Even as the higher dose produced greater weight loss in the study, the results also showed more frequent side effects for some participants. The article said nausea, vomiting and constipation were reported in more than 70% of those who took the 7.2-milligram dose, compared with more than 60% for the lower dose and about 43% in those who received a dummy medication. It added that a condition involving unpleasant skin sensations—described as burning, stabbing, or an “electrical shock” feeling—occurred in about 23% of people on the higher dose versus 6% on the lower dose and less than 1% with placebo.
The study also reported serious adverse events for a share of participants at each dose level. The article said serious adverse events were reported in nearly 7% of those taking the 7.2-milligram dose, versus about 11% taking the 2.4-milligram dose and about 5% with placebo. In a note shared by the article, Dr. Jody Dushay, an endocrinologist and obesity expert at Harvard Medical School, said the jump in highest dose from 2.4 milligrams to 7.2 milligrams was “quite a big jump,” particularly without an intermediate dose.

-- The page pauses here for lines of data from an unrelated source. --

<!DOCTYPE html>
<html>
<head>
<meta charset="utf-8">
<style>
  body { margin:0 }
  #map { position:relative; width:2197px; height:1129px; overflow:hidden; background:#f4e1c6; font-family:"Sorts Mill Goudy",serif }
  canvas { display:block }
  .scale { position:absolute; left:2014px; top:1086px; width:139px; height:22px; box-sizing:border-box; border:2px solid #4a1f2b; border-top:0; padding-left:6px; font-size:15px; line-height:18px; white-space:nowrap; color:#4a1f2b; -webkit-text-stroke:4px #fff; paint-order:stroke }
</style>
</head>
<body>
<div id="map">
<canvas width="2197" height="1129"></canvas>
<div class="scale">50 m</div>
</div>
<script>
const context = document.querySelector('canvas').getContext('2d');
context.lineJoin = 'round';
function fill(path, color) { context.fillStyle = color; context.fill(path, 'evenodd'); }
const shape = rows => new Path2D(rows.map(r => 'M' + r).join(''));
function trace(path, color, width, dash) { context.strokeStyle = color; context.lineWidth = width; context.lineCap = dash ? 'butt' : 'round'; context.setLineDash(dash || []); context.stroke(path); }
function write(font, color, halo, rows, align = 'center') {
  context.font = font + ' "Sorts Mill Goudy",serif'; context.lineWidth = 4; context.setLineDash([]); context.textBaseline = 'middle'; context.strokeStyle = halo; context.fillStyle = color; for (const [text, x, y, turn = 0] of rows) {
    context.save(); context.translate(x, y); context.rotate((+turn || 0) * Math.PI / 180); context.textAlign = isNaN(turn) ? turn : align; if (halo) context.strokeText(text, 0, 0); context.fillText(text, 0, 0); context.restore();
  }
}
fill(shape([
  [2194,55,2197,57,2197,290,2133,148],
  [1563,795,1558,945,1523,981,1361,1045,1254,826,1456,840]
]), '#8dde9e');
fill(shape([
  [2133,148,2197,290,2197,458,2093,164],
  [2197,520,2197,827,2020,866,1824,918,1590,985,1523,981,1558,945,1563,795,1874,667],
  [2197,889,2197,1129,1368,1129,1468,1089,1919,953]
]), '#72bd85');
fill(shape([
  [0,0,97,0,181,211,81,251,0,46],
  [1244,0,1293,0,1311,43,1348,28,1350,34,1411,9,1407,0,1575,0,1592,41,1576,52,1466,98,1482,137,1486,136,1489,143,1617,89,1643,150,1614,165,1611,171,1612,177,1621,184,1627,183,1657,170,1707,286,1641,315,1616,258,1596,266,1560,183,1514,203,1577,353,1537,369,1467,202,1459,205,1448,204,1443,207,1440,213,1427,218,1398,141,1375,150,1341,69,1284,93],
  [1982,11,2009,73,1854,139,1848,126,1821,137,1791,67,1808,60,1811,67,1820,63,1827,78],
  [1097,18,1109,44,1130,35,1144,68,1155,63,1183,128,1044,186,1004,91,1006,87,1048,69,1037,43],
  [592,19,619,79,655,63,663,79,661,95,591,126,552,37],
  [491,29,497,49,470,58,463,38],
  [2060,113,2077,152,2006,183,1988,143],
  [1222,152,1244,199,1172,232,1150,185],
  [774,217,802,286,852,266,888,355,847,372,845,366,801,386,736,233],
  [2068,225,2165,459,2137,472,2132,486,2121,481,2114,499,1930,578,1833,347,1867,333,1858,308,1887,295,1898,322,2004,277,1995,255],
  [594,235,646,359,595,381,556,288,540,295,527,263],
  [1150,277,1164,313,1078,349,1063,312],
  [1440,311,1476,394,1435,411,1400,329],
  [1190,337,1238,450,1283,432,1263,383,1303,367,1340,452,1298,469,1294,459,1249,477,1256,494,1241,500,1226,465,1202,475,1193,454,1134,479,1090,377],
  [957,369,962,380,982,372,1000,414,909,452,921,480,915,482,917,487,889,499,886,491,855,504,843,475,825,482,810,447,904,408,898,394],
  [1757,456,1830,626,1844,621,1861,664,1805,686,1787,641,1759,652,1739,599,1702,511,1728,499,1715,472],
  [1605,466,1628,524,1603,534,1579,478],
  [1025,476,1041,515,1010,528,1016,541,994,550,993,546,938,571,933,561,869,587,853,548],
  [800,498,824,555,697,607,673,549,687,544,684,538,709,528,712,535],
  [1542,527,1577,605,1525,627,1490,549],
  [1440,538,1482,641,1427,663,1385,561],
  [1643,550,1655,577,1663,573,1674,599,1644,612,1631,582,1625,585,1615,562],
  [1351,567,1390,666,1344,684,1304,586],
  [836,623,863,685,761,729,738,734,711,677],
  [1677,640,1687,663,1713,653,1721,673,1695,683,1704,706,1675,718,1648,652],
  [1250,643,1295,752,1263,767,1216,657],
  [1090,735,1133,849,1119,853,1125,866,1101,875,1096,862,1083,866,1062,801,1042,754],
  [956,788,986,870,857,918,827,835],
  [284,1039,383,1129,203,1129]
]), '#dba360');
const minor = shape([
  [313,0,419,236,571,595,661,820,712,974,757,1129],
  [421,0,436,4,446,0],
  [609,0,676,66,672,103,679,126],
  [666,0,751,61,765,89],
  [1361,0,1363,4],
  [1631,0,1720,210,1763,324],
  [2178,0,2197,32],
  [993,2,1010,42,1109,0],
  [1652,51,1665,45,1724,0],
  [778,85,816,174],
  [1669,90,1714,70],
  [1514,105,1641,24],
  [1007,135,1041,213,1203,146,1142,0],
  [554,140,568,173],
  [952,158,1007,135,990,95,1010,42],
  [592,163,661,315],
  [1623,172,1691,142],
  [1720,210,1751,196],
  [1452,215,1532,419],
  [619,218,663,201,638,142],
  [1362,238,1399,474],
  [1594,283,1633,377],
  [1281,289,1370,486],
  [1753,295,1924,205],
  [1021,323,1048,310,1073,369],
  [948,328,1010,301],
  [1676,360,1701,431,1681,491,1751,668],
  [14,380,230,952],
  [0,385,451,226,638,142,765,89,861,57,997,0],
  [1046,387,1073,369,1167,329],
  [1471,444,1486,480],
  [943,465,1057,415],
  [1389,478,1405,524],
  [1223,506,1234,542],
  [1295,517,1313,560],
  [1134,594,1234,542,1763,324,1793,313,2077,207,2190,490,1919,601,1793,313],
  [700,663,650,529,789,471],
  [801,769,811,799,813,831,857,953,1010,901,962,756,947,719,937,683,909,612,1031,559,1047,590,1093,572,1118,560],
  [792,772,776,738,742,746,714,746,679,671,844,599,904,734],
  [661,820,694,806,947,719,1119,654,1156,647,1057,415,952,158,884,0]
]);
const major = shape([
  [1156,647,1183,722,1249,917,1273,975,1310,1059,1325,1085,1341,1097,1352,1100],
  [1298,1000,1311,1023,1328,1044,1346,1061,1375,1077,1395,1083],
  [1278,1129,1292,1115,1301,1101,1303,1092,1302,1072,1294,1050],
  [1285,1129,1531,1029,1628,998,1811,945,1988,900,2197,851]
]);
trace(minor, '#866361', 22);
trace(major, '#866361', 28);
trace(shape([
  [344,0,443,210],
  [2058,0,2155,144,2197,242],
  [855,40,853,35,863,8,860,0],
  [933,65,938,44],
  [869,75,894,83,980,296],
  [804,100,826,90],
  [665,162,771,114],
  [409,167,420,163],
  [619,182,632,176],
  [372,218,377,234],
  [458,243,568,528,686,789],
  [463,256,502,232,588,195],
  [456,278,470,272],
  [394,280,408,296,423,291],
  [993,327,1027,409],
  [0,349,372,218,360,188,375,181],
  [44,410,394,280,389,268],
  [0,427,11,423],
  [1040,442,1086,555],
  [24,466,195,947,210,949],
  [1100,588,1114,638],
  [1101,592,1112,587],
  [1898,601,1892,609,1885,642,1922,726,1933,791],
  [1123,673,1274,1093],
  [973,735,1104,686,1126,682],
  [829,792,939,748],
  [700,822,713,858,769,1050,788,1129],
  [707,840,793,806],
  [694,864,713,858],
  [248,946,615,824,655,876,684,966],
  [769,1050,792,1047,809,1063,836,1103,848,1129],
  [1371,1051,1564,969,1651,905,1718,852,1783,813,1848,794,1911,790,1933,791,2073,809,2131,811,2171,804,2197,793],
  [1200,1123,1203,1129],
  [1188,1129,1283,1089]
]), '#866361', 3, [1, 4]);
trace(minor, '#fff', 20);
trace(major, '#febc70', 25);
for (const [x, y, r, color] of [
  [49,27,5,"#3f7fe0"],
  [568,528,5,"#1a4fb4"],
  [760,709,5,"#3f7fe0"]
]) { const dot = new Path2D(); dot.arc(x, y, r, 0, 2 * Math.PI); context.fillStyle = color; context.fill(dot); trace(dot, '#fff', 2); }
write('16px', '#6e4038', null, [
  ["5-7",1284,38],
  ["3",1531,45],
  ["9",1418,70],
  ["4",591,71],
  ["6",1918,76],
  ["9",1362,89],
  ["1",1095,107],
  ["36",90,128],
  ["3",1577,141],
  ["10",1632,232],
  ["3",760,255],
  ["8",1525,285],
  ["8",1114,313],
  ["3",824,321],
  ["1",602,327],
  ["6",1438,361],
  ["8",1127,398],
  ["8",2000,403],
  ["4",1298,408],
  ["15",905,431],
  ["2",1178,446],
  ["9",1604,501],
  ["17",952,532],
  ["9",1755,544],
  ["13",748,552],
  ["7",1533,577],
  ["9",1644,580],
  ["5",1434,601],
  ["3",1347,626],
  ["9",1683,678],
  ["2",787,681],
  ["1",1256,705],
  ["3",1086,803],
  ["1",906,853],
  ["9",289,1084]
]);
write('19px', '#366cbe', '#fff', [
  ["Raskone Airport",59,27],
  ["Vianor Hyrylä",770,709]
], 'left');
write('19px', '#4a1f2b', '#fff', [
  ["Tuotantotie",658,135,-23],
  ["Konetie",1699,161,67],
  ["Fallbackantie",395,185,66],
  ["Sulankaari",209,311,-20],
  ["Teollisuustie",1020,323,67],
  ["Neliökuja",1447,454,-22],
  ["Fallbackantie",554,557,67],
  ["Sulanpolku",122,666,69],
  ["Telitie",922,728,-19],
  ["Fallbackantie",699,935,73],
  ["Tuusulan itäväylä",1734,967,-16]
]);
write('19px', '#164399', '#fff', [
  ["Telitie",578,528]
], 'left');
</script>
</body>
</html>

Dushay said it will be important to see how side effects compare outside clinical trials. She said “It will be important to see if in the real world, versus in a clinical study, side effects are any worse.” In the same email, Dushay welcomed the approval, adding it “may be especially helpful for people” who are tolerating the lower-dose version but “have had suboptimal weight loss,” and she said it could also help people who do not have a robust response to the highest dose of Eli Lilly’s obesity drug Zepbound.
The approval came as regulators are also expanding obesity-drug options beyond injections. In December, the FDA approved an oral Wegovy pill, which the article said contains 25 milligrams of semaglutide—described as the amount needed for absorption through the digestive system.